Running time: of approximately 93 minutes and is not rated.

DVD Special Features
Commentary with Producer/Director Jeffrey Schwarz and Terry Castle.

  • *        Disc 1 featuring 13 Frightened Girls/13 Ghosts includes:
    * Featurette: “The Magic of Illusion-O.”
    * Original Theatrical Trailers.
    * Original “British” trailer introduction for 13 Frightened Girls.
    * Original “Candy Web” trailer for 13 Frightened Girls.
    * Original “Candy Web” theatrical opening message from William Castle for 13 Frightened Girls.
    * Original “Candy Web” theatrical closing message from William Castle for 13 Frightened Girls.
    * Alternate opening (British) for 13 Frightened Girls.
    * Alternate opening (Swedish) for 13 Frightened Girls.
    * Alternate opening (French) for 13 Frightened Girls.
    * Alternate opening (German) for 13 Frightened Girls.
  • *        Disc 2 featuring Homicidal/Strait-Jacket includes:
    * Featurette: “Psychette: William Castle and Homicidal.”
    * Featurette: “Homicidal Youngstown, Ohio Premiere.”
    * Featurette: “Battleaxe: The Making of Strait-Jacket.”
    * Vintage Featurette: “How to Plan a Movie Murder.”
    * Original Theatrical Trailers.
    * Joan Crawford Wardrobe Tests.
    * Joan Crawford Axe Test.
    * Strait-Jacket TV Spots.
  • *        Disc 3 featuring Old Dark House/Sardonicus includes:
    * Featurette: “Taking the Punishment Poll.”

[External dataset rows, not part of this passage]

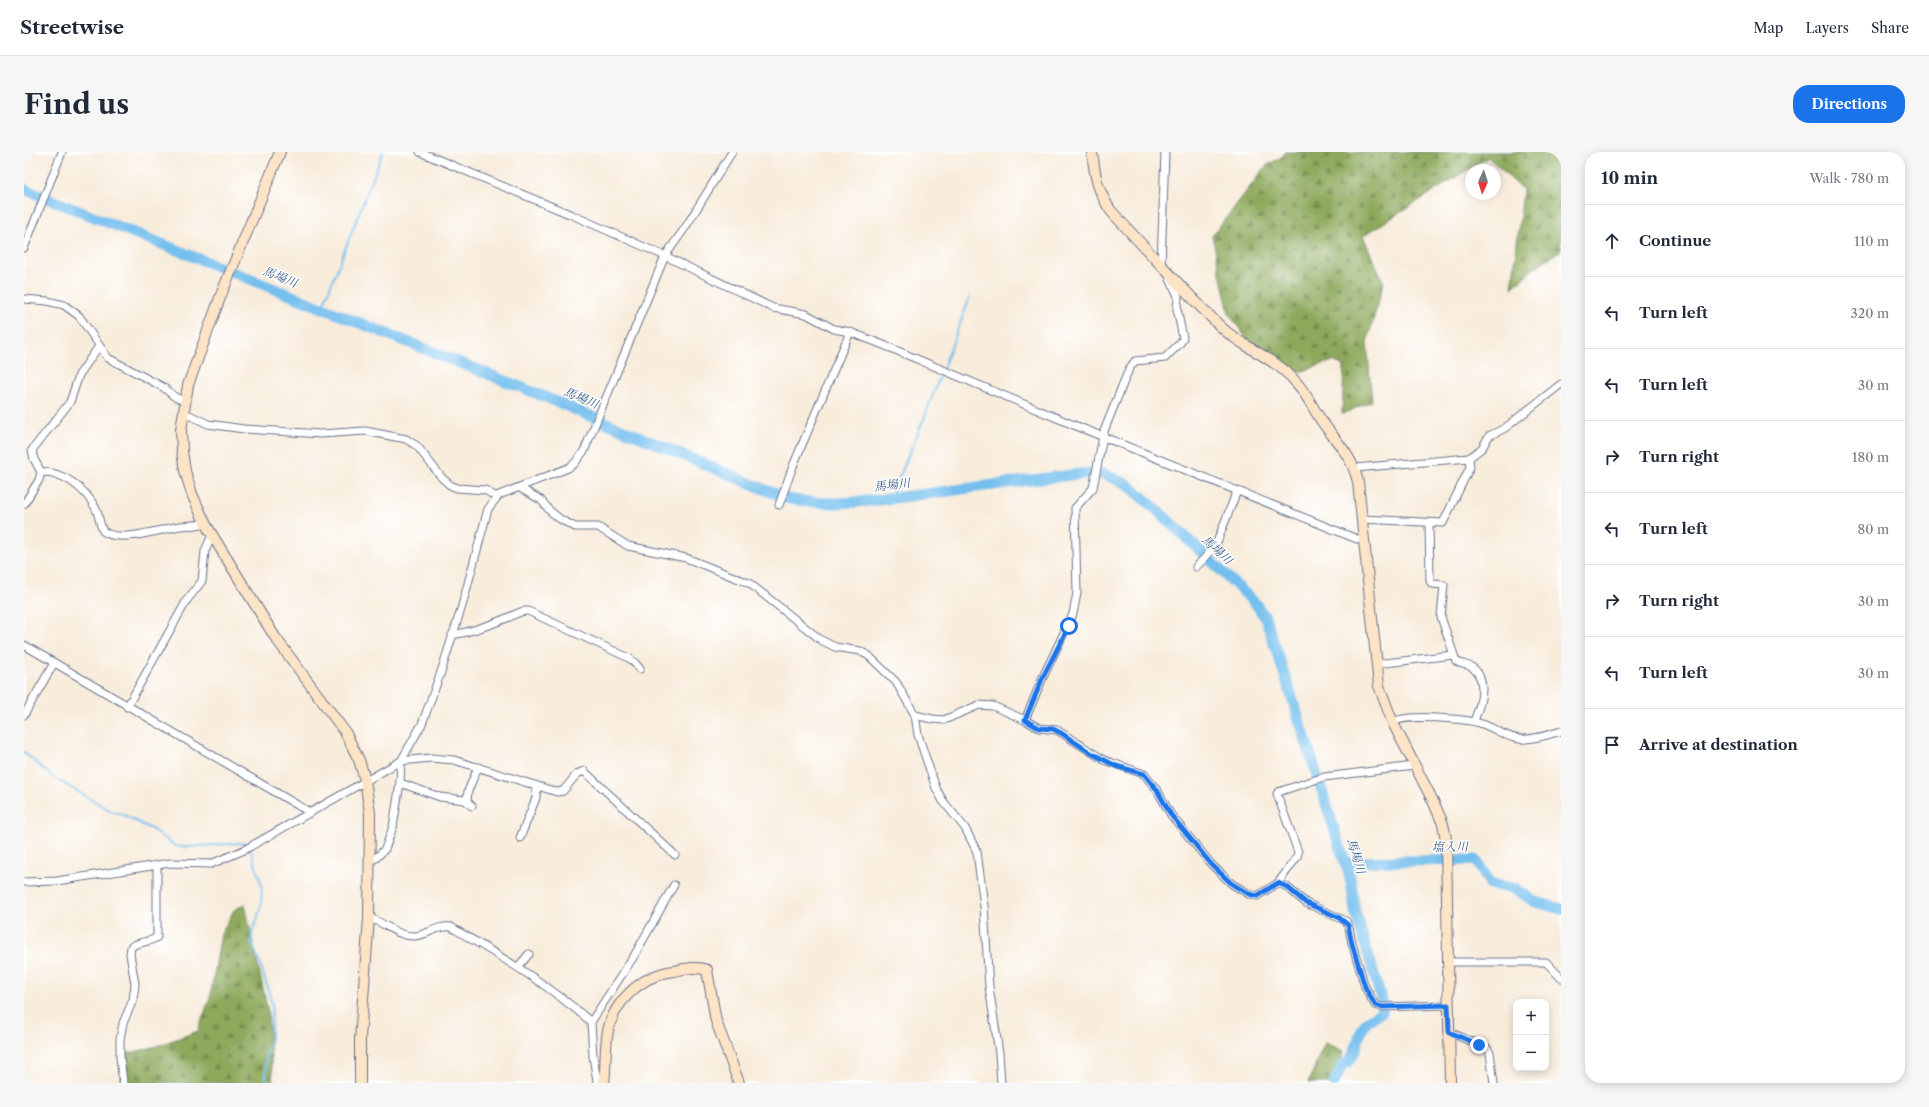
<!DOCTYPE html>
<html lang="en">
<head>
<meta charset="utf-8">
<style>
	body { margin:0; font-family:"Libre Caslon Text","Noto Serif JP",serif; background:#f6f6f7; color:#1f2937 }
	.controls { position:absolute; right:12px; bottom:12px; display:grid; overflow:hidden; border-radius:8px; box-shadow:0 2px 10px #0003 }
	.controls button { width:36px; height:36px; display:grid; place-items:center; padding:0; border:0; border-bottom:1px solid #e0e1e3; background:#fff; color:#1f2937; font:20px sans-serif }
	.compass { position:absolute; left:1441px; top:12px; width:36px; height:36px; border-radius:50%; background:#fff; box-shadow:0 2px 10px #0003; rotate:184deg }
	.stop { position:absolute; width:12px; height:12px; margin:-9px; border:3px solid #1a73e8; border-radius:50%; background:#fff }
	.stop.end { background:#1a73e8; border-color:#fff; box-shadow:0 1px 4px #0008 }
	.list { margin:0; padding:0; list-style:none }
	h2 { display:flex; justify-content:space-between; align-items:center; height:52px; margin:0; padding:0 16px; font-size:17px }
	h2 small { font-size:13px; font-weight:400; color:#747a83 }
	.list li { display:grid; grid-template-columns:26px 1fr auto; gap:12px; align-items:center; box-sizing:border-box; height:72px; padding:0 16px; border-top:1px solid #e0e1e3 }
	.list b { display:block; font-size:15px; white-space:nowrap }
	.list em { font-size:13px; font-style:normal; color:#747a83 }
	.icon { flex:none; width:22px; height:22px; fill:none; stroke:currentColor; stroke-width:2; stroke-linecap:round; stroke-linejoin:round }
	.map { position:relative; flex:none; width:1537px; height:931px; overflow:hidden; border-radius:16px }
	header { display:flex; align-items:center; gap:24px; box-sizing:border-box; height:56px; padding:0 20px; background:#fff; border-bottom:1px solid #e0e1e3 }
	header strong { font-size:19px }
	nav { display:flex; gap:22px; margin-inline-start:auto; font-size:14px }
	.intro { display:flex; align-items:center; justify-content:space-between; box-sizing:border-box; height:96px; padding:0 24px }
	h1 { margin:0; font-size:28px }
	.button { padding:10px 18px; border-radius:16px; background:#1a73e8; color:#fff; font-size:14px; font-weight:700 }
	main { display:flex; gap:24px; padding:0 24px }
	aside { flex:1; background:#fff; border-radius:16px; box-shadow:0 2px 10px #0003 }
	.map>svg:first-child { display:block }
</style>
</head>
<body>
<header>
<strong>Streetwise</strong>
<nav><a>Map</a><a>Layers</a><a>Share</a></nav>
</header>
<div class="intro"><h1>Find us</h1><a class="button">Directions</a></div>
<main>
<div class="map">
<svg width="1537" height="931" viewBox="0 0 1537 931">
	<defs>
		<pattern id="forest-firs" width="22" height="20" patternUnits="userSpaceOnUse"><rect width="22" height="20" fill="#8da95b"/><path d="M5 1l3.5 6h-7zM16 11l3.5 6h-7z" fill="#728a4e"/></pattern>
	</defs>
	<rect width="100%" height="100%" fill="#fff"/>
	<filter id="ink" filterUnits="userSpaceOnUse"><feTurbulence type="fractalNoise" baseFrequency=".025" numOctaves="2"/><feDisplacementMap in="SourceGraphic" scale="8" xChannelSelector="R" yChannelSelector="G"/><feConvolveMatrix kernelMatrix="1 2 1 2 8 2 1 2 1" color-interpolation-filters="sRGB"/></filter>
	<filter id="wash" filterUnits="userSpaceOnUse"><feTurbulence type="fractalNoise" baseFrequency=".012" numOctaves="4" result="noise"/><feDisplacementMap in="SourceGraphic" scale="16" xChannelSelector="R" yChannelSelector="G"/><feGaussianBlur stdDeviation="0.9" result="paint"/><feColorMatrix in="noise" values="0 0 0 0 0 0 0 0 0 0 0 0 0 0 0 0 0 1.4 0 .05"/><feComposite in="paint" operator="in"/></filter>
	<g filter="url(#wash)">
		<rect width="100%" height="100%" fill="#f8ecdb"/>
		<g fill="url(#forest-firs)" stroke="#546c5c">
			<path d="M1261 0H1537V98L1509 117 1488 136 1499 38 1464 5 1339 84 1360 131 1343 190 1348 249 1318 262 1320 214 1309 209 1273 221 1226 191 1205 162 1188 84 1242 14 1259 4Z"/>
			<path d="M221 752 244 860 249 931H97L99 903 133 894 174 879 186 845 197 782 210 758Z"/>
			<path d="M1301 890 1320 899 1310 931H1284Z"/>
		</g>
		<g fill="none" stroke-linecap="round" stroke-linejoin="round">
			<g stroke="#75bfee" stroke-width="2">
				<path d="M298 156 359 0"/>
				<path d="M866 347 901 264 946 145"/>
				<path d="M0 600 27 624 87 659 98 662 129 678 151 694 165 695 216 691 225 692 238 734 237 755 228 782V791L236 811 248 852 247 886 242 905V931"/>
			</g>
			<g stroke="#75bfee" stroke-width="11">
				<path d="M0 37 514 242 761 346C811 357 860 347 909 341 961 334 1012 327 1064 321L1080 322 1103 332 1132 357 1231 451 1241 465 1262 527 1327 729 1331 759 1359 852 1357 860C1352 864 1344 867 1340 873 1333 884 1333 909 1318 913L1310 931"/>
				<path d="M1320 710 1452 708 1466 732 1492 737 1509 749 1537 757"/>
			</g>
		</g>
	</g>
	<g filter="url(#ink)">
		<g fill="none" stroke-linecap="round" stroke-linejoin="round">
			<g stroke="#68718a" stroke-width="9">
				<g id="street">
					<path d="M396 0 548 63 641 104 749 156 782 162 810 177 826 180 862 194 1045 271 1333 387 1340 388"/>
					<path d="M0 96 38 0"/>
					<path d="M1137 113 1141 0"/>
					<path d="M0 147 23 149 40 153 55 164 84 206 139 235 151 245 160 249"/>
					<path d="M159 260 184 272 220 277 297 282 341 279 382 287 393 294 418 326 426 333 433 336 461 338 472 345"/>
					<path d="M1331 316 1445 306 1458 296 1465 284 1481 276 1537 232"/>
					<path d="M17 320C39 319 61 337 71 355 75 362 75 371 79 379 95 392 137 377 156 374 164 373 174 374 181 371"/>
					<path d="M496 336 517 348 526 359 536 367 551 375H574L604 394 662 406 725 431 797 488 811 495 836 499 845 504 872 530 891 563 908 567 920 568 955 553 969 554 1001 568 1015 576 1033 578 1080 608 1120 622 1133 638 1147 663 1187 712 1208 732 1225 742 1233 744 1254 731 1263 735 1282 751 1322 769 1325 776 1328 791 1341 835 1351 853 1358 855 1424 853"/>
					<path d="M0 352 15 328 17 320 10 307 8 298 46 250 55 223 75 194"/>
					<path d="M755 353 769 314 826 180"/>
					<path d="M1338 367 1419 371 1446 315 1445 306"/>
					<path d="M1405 371 1406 429 1408 432 1420 433 1417 465 1432 509C1437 513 1444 512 1449 516 1465 529 1456 554 1450 569"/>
					<path d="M1172 415 1191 395 1213 339"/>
					<path d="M428 483C447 480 466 473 483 466 491 463 496 458 504 459L605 506 611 511 616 517"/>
					<path d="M0 493 287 661"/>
					<path d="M1353 512 1429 503"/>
					<path d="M103 555 163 448 178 429 181 399 188 383"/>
					<path d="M0 563 30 511"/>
					<path d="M891 563 894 583 912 636 919 649 941 676 953 700 960 754 965 835 975 901 977 931"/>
					<path d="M1001 568 1019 525 1049 462 1053 441 1051 356 1069 336 1080 279 1105 217 1111 209 1141 206 1157 190 1159 186 1153 157 1154 144 1146 127 1147 123"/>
					<path d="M1369 571C1378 561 1444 567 1458 572 1471 576 1481 585 1495 587 1509 588 1524 583 1537 579"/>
					<path d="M376 631 416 645 441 648 448 654"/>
					<path d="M443 649 444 639 454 615"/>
					<path d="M496 686 512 646 513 634"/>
					<path d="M345 709 352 706 361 697 369 675 376 631 377 609 398 572 417 520 438 454 464 357 475 343 544 316 550 312 560 299 641 104 661 76 708 0"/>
					<path d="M0 730 33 729 146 711 187 712 220 698 377 609 407 606 430 608 533 640 539 639 553 622 560 619 651 703"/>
					<path d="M1254 731 1273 705 1274 700 1253 642 1254 640 1300 625 1390 614"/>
					<path d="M345 766C361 770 373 785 391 784 403 783 414 773 427 775 476 804 524 832 567 870L569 904 573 929 580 931"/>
					<path d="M1423 810H1522L1537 826"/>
					<path d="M494 815 505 802"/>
					<path d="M567 870 610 804 650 733"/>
					<path d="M1425 880 1463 896 1466 901 1470 931"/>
					<path d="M99 931 96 905V887L99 871 109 848 111 832 106 802 107 795C114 789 126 791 133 785V714"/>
				</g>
			</g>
			<g stroke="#68718a" stroke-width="12">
				<g id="secondary">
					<path d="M256 0 197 143 164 233 157 278 158 299 161 319 168 342 182 373 251 485 321 580 335 608 341 628 346 661 345 766 336 887V931"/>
					<path d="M1068 0C1071 24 1073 38 1087 59 1123 98 1159 138 1197 175 1215 192 1238 201 1257 216 1278 232 1284 248 1297 268 1312 290 1328 303 1334 330L1355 534 1369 571 1409 649 1419 672 1422 687 1426 931"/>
					<path d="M580 931C582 916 581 900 583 885 587 851 617 823 650 819 661 817 672 814 683 818L692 869 715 931"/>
				</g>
			</g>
			<use href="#street" stroke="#fff" stroke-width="7"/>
			<use href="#secondary" stroke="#fee4c6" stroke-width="10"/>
		</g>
	</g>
	<g fill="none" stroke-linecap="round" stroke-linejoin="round" filter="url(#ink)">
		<path stroke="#1a73e8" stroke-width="5" d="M1045 474 1019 525 1001 568 1015 576 1029 577 1037 581 1067 601 1092 614 1120 622 1133 638 1147 663 1187 712 1208 732 1225 742 1233 744 1254 731 1263 735 1282 751 1314 765 1324 773 1328 792 1341 835 1351 853 1358 855 1424 853 1425 880 1455 893"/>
	</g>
	<g text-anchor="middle" stroke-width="3" stroke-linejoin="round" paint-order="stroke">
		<g font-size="12" font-style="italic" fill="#365a89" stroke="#fff">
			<text transform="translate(256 125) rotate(22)" y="4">馬場川</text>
			<text transform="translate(557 246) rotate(23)" y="4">馬場川</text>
			<text transform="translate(868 333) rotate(-7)" y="4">馬場川</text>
			<text transform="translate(1193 398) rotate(43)" y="4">馬場川</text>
			<text transform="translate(1426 695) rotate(-1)" y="4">塩入川</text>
			<text transform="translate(1332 704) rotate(73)" y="4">馬場川</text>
		</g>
	</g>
</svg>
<div class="controls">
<button>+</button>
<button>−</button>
</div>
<svg class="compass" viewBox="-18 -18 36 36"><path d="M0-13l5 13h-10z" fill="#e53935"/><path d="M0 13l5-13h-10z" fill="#747a83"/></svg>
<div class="stop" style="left:1045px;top:474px"></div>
<div class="stop end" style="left:1455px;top:893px"></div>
</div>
<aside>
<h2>10 min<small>Walk · 780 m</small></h2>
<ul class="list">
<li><svg class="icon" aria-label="ahead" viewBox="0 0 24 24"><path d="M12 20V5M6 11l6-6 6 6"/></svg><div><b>Continue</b></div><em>110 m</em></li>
<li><svg class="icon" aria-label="left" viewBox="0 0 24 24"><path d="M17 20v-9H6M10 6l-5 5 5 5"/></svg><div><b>Turn left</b></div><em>320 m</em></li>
<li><svg class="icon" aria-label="left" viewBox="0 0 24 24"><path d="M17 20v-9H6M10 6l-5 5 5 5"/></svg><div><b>Turn left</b></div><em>30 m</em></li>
<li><svg class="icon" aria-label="right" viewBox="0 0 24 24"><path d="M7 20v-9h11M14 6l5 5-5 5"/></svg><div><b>Turn right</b></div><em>180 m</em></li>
<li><svg class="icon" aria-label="left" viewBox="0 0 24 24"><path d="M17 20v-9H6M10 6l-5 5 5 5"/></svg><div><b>Turn left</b></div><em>80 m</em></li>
<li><svg class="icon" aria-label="right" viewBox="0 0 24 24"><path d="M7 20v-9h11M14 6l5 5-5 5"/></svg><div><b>Turn right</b></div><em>30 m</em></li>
<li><svg class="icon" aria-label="left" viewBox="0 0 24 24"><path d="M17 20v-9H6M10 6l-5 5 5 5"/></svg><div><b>Turn left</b></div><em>30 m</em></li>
<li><svg class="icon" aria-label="arrive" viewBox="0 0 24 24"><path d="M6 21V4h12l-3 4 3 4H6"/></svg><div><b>Arrive at destination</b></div></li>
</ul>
</aside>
</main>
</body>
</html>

    * Featurette: “Ghost Story: Pilot (The New House).”
    * Original Theatrical Trailer.
    *        Disc 4 featuring The Tingler/Zotz!  includes:
    * Featurette: “Scream For Your Lives: William Castle and The Tingler.”
    * Featurette: “Ghost Story: Graveyard Shift.”
    * Alternate Drive-In Sequence for The Tingler.
    * Original “Scream” Sequence for The Tingler.
    * Original Theatrical Trailers.
    *         Disc 5 features the documentary: Spine Tingler! The William Castle Story.